How to complete this task – Reproduce each record verbatim, images excluded.

Data shown –

★ ★ ★ ★

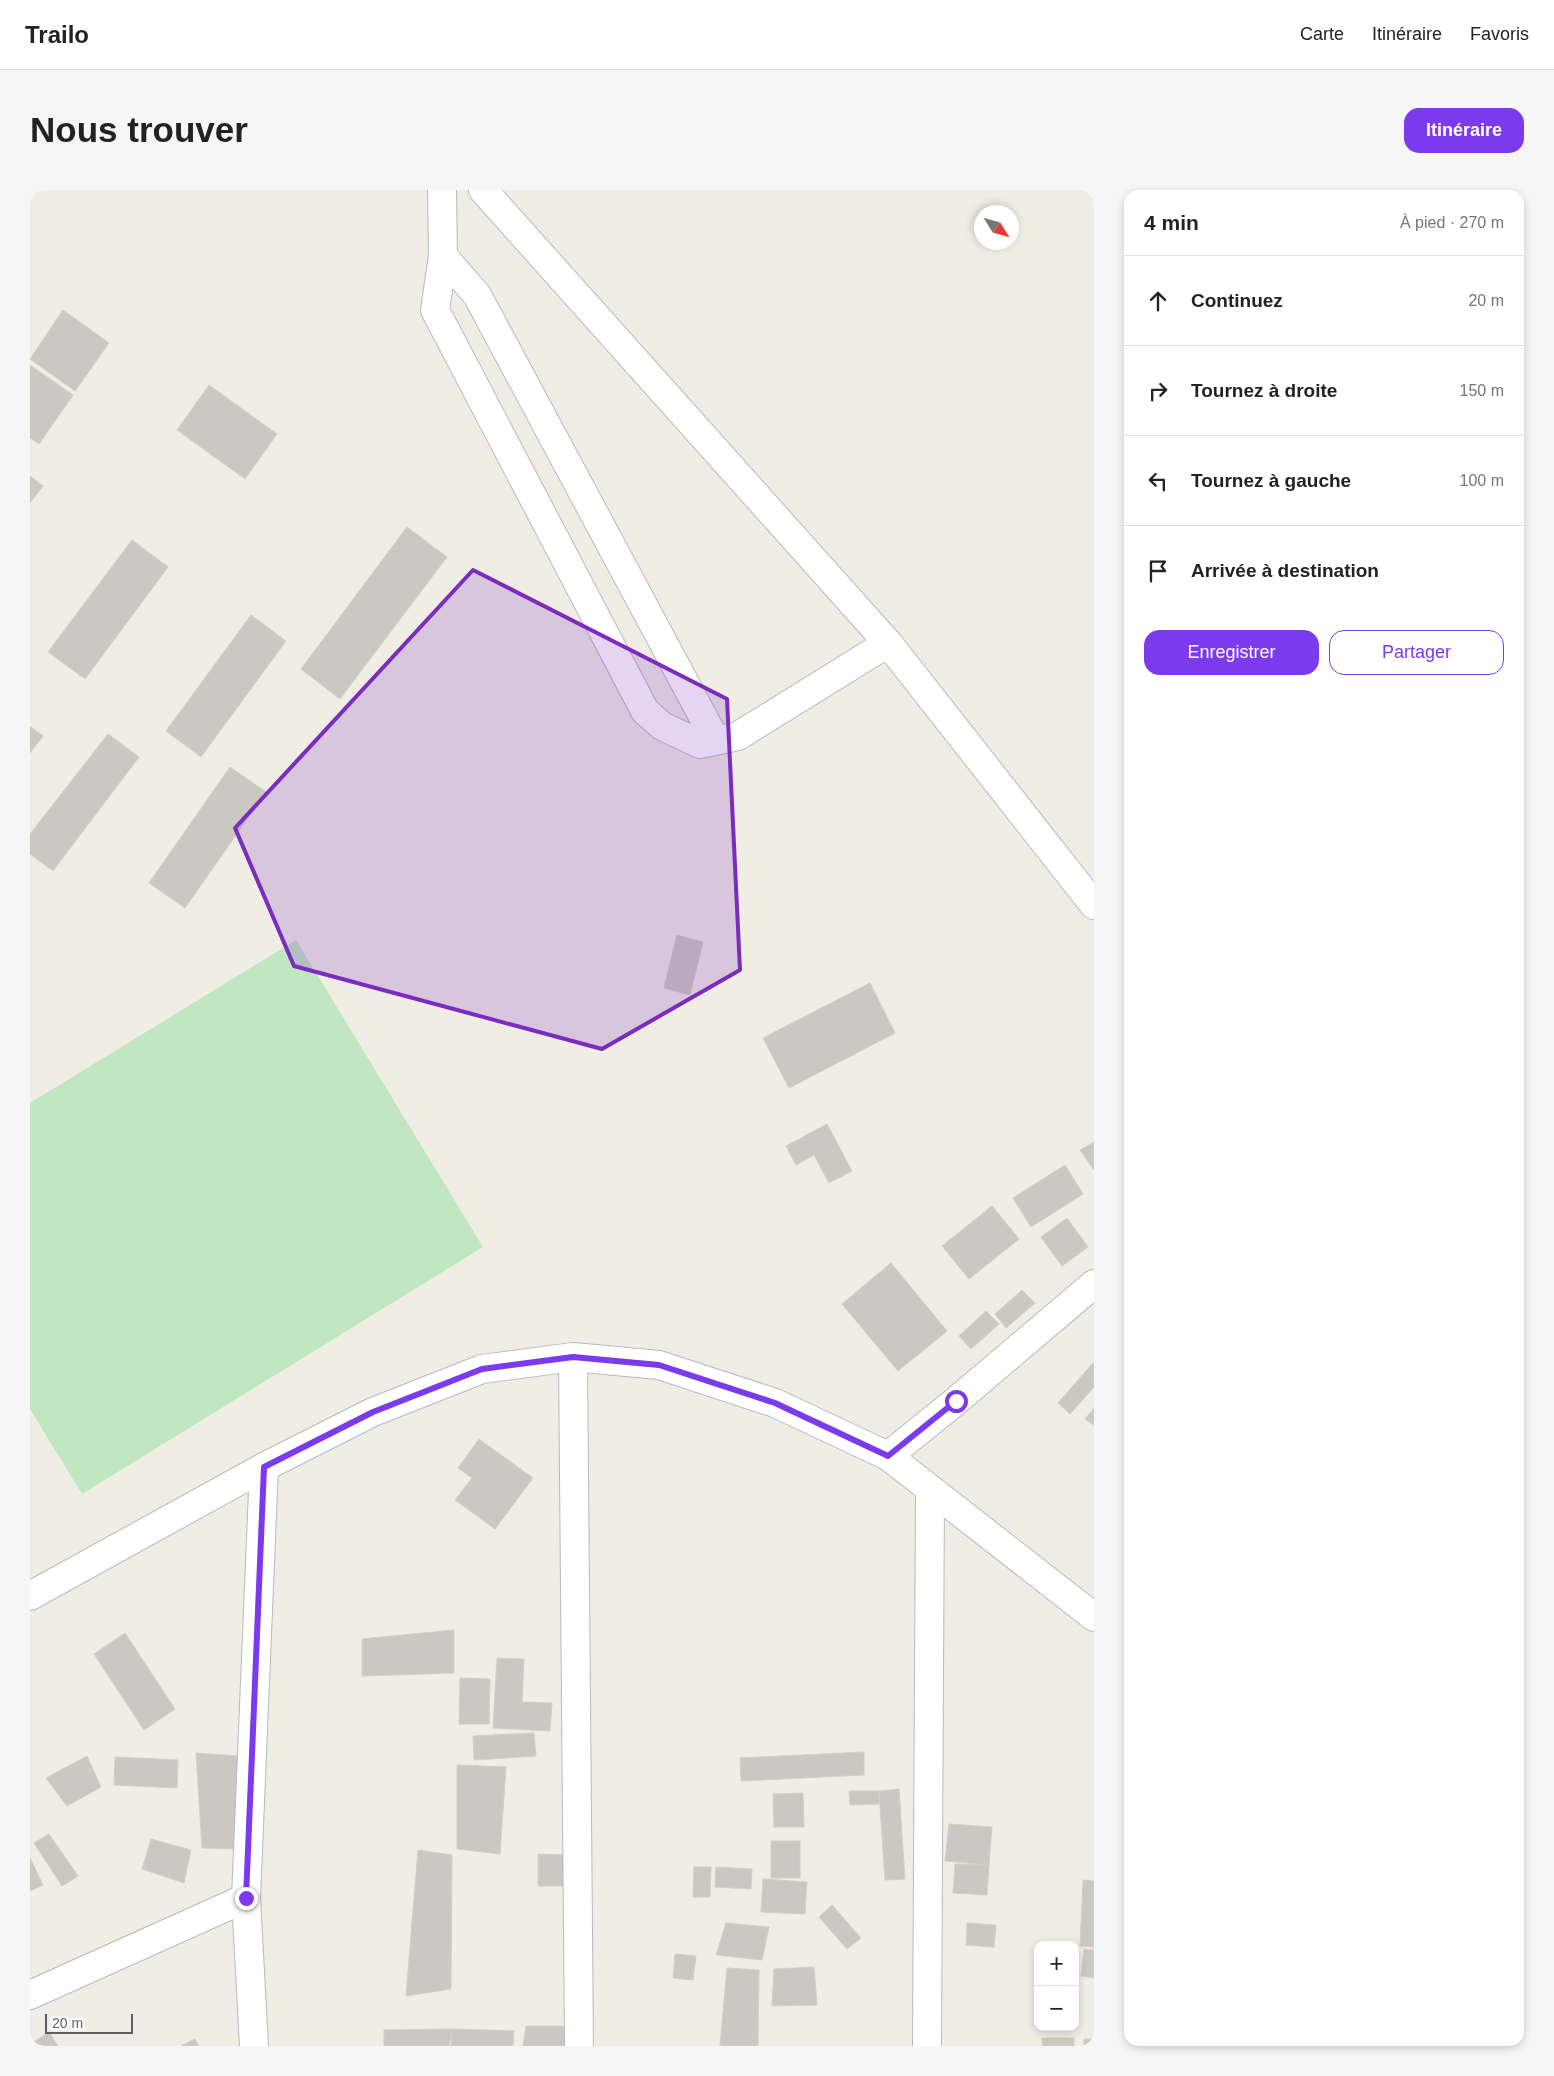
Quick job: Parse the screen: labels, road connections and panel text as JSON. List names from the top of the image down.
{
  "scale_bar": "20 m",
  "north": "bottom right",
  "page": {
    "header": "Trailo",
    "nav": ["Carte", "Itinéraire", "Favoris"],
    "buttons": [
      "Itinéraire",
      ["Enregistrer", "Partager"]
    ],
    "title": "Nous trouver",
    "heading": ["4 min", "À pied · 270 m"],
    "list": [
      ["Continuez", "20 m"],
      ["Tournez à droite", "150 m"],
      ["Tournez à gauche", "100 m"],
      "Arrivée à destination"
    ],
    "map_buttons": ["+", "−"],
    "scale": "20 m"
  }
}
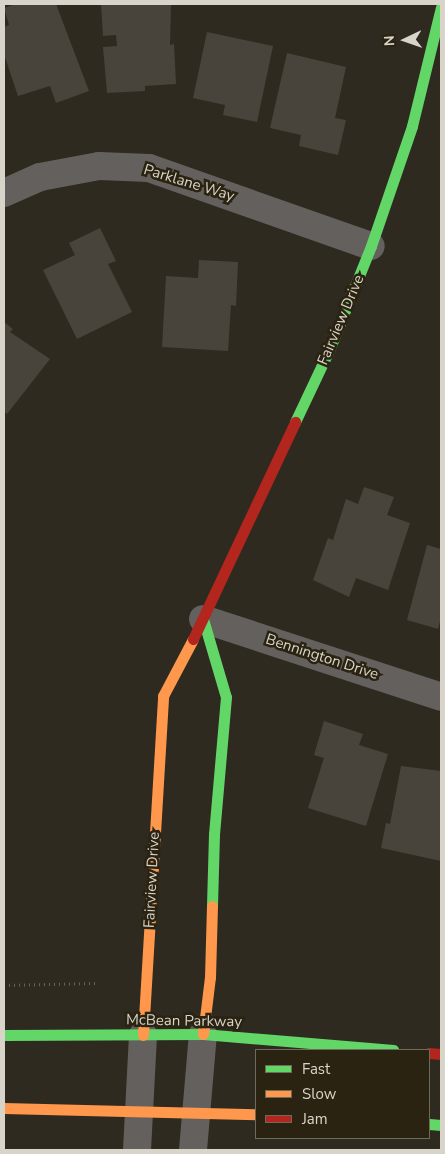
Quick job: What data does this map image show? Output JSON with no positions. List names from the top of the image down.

★ ★ ★ ★

Expected answer –
Quick job: Parse the screen: labels, road connections and panel text as JSON. List names from the top of the image down.
{
  "scale_bar": "20 m",
  "north": "bottom right",
  "page": {
    "header": "Trailo",
    "nav": ["Carte", "Itinéraire", "Favoris"],
    "buttons": [
      "Itinéraire",
      ["Enregistrer", "Partager"]
    ],
    "title": "Nous trouver",
    "heading": ["4 min", "À pied · 270 m"],
    "list": [
      ["Continuez", "20 m"],
      ["Tournez à droite", "150 m"],
      ["Tournez à gauche", "100 m"],
      "Arrivée à destination"
    ],
    "map_buttons": ["+", "−"],
    "scale": "20 m"
  }
}
Quick job: What data does this map image show? Output JSON with no positions. List names from the top of the image down.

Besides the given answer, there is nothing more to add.